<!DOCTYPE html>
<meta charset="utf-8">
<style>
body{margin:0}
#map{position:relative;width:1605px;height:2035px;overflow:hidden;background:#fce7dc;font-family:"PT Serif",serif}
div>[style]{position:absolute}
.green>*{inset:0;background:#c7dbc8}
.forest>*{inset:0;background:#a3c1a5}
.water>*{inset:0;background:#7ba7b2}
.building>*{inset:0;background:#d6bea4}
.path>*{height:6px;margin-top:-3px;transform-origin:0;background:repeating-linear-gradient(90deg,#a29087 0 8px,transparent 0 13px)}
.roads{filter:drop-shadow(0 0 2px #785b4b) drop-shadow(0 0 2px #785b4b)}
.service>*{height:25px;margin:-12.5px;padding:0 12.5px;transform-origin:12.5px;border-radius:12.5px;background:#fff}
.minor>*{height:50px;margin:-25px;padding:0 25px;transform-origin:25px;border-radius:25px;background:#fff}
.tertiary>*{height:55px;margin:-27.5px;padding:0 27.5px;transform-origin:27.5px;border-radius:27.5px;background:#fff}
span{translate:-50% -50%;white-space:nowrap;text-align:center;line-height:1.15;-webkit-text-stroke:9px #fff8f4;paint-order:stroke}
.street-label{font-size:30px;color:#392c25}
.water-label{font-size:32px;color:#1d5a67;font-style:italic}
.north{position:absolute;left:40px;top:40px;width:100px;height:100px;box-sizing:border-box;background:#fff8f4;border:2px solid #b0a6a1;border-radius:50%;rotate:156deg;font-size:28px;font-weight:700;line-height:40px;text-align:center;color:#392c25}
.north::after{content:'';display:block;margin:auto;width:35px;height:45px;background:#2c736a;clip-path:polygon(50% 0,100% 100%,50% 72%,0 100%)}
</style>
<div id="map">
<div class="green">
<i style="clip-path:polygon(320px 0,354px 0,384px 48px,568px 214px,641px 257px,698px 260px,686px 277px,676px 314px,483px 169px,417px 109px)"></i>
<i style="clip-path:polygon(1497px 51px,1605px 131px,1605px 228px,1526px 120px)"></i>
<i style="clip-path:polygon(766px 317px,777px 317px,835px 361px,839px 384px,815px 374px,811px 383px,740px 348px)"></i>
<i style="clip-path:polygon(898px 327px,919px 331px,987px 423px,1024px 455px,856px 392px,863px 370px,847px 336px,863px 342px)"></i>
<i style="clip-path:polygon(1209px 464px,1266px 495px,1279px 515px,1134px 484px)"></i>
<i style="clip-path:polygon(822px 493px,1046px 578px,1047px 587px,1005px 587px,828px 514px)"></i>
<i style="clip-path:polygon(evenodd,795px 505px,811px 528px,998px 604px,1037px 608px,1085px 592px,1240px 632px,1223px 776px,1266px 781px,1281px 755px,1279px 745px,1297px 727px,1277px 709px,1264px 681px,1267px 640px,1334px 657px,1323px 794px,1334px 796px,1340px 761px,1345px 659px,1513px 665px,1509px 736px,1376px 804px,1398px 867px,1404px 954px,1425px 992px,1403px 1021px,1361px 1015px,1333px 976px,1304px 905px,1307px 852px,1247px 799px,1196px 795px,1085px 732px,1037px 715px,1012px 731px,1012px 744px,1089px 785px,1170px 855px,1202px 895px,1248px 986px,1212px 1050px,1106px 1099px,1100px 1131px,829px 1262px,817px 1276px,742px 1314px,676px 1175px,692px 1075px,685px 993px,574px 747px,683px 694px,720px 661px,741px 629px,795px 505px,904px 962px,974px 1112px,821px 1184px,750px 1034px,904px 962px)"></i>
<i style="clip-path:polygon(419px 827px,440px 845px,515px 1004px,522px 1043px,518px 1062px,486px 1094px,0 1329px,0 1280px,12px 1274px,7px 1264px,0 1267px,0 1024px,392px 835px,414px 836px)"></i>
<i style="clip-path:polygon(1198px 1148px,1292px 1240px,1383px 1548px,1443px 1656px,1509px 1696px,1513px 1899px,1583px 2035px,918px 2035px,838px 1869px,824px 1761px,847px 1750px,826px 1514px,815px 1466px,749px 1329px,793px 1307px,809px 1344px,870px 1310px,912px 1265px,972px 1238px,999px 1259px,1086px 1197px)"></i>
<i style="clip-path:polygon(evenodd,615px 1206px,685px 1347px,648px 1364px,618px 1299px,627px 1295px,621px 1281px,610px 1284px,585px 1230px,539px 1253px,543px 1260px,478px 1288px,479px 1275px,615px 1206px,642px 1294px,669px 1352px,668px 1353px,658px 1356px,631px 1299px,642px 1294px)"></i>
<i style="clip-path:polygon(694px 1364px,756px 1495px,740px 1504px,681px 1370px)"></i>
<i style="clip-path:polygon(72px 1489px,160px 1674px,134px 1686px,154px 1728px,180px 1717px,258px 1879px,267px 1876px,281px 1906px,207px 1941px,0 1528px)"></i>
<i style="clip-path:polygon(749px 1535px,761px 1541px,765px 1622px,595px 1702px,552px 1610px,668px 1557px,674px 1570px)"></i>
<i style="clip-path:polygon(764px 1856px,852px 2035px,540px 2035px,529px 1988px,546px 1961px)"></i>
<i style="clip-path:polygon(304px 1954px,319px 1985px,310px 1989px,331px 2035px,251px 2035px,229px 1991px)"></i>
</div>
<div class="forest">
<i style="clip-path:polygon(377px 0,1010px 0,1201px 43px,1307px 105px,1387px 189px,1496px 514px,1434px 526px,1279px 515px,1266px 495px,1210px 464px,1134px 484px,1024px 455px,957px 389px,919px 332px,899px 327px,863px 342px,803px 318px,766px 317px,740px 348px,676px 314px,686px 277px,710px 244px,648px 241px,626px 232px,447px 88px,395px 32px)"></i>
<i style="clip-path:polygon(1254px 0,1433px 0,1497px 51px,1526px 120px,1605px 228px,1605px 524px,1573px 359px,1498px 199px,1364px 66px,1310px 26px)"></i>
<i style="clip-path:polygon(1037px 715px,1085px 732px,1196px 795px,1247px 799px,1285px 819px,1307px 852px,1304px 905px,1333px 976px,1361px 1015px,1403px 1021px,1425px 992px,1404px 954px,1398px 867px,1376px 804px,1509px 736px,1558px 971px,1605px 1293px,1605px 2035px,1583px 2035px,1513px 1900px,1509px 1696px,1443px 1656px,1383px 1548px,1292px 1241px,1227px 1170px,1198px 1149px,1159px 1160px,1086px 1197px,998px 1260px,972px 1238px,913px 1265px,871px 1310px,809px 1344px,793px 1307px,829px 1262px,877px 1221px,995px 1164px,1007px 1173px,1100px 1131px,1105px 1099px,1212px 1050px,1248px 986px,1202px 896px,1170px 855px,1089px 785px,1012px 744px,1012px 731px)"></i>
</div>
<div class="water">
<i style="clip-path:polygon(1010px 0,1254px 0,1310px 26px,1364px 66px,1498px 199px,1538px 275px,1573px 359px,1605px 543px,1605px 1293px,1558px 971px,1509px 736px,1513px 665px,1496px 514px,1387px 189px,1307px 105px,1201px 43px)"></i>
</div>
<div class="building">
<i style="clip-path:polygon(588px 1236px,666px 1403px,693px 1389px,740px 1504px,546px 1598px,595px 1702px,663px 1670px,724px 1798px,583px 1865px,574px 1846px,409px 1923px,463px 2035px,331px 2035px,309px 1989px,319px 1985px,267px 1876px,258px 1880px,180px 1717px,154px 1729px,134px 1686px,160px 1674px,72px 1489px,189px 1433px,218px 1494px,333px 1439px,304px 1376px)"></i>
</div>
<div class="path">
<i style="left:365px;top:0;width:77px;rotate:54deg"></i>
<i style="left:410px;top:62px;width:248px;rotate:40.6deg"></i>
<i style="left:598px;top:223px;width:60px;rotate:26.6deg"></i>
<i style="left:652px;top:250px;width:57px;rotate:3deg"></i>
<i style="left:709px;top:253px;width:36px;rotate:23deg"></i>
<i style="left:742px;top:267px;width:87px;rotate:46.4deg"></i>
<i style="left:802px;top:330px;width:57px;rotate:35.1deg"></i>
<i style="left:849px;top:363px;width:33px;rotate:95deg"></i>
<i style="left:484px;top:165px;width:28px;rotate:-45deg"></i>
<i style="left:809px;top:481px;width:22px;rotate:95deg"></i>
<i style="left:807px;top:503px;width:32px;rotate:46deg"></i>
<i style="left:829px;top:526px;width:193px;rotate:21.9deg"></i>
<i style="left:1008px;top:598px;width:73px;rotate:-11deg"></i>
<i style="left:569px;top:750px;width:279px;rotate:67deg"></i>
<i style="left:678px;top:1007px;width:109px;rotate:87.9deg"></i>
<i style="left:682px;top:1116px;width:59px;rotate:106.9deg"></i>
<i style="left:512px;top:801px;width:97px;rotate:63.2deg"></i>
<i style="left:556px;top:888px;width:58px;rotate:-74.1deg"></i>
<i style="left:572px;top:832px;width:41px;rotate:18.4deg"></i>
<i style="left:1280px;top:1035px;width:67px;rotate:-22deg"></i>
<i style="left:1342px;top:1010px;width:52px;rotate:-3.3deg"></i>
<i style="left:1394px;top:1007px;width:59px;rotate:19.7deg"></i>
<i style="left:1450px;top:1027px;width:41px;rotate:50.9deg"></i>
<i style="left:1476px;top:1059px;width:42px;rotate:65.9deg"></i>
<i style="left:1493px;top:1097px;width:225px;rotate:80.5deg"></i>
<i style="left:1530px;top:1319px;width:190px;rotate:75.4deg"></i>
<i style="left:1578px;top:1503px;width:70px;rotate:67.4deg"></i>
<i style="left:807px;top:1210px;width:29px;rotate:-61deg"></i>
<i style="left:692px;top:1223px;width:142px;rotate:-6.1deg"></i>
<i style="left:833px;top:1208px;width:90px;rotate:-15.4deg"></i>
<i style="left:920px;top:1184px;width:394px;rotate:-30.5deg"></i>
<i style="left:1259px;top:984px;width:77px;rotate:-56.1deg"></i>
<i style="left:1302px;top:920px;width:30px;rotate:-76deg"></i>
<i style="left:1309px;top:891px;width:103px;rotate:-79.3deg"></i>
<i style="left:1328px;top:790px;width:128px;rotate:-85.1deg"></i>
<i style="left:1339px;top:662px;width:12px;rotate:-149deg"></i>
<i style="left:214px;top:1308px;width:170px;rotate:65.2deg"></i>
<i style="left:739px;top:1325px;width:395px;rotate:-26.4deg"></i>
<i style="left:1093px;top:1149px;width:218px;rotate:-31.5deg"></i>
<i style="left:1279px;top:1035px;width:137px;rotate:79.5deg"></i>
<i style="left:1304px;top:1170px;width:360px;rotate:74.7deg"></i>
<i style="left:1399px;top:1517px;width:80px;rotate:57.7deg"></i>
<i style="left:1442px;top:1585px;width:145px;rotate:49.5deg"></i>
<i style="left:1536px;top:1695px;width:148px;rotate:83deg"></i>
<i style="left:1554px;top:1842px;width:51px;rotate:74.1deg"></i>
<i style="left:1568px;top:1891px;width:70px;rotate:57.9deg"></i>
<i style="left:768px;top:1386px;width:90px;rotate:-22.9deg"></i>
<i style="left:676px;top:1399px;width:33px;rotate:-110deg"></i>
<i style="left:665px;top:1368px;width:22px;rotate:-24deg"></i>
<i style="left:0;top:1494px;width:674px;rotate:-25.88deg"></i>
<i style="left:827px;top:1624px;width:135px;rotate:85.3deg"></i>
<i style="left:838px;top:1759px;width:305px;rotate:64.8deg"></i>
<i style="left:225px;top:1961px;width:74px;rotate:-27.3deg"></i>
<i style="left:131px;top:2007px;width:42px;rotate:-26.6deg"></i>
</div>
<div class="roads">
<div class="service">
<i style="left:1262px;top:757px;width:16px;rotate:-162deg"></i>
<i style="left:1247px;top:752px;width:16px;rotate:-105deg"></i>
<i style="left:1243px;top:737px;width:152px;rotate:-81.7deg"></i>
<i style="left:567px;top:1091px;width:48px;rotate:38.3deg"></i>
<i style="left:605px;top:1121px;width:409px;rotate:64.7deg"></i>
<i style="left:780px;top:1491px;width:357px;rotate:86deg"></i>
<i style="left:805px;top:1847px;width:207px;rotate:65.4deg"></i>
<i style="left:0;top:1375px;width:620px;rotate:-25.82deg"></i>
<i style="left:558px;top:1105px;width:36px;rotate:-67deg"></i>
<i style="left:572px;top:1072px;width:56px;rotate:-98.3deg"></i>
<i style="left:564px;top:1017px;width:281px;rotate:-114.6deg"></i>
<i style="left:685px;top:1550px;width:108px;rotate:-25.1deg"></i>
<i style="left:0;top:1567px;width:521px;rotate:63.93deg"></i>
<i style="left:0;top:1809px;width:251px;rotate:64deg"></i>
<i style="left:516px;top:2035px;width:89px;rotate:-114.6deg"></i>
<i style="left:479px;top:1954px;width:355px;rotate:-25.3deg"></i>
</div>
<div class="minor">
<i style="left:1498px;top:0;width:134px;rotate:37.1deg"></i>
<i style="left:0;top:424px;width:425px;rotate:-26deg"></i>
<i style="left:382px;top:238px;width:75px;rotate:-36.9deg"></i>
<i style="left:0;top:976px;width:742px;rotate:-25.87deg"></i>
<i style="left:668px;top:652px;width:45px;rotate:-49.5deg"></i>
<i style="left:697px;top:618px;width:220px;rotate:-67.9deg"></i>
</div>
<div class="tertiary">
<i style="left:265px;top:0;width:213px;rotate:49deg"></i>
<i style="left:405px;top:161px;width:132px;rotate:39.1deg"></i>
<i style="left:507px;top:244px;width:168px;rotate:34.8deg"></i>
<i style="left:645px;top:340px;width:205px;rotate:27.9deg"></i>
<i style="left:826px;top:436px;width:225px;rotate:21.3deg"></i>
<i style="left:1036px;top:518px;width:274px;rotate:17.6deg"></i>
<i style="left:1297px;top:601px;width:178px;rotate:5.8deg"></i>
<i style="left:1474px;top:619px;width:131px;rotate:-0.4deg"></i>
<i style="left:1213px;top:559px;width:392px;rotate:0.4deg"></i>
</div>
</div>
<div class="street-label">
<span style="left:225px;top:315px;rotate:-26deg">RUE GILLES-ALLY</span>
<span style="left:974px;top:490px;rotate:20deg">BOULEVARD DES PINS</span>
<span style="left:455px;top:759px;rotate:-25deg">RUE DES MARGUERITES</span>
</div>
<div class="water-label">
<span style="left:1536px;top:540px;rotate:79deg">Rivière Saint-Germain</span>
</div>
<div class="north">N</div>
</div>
########################################
_PROBLEM DESCRIPTION_: Your answer must consist solely of the lines from the top of the entries above through the line containing "2px #785b4b) drop-shadow(0", copied exactly, both ends included.

_TASK OUTPUT_:
<!DOCTYPE html>
<meta charset="utf-8">
<style>
body{margin:0}
#map{position:relative;width:1605px;height:2035px;overflow:hidden;background:#fce7dc;font-family:"PT Serif",serif}
div>[style]{position:absolute}
.green>*{inset:0;background:#c7dbc8}
.forest>*{inset:0;background:#a3c1a5}
.water>*{inset:0;background:#7ba7b2}
.building>*{inset:0;background:#d6bea4}
.path>*{height:6px;margin-top:-3px;transform-origin:0;background:repeating-linear-gradient(90deg,#a29087 0 8px,transparent 0 13px)}
.roads{filter:drop-shadow(0 0 2px #785b4b) drop-shadow(0 0 2px #785b4b)}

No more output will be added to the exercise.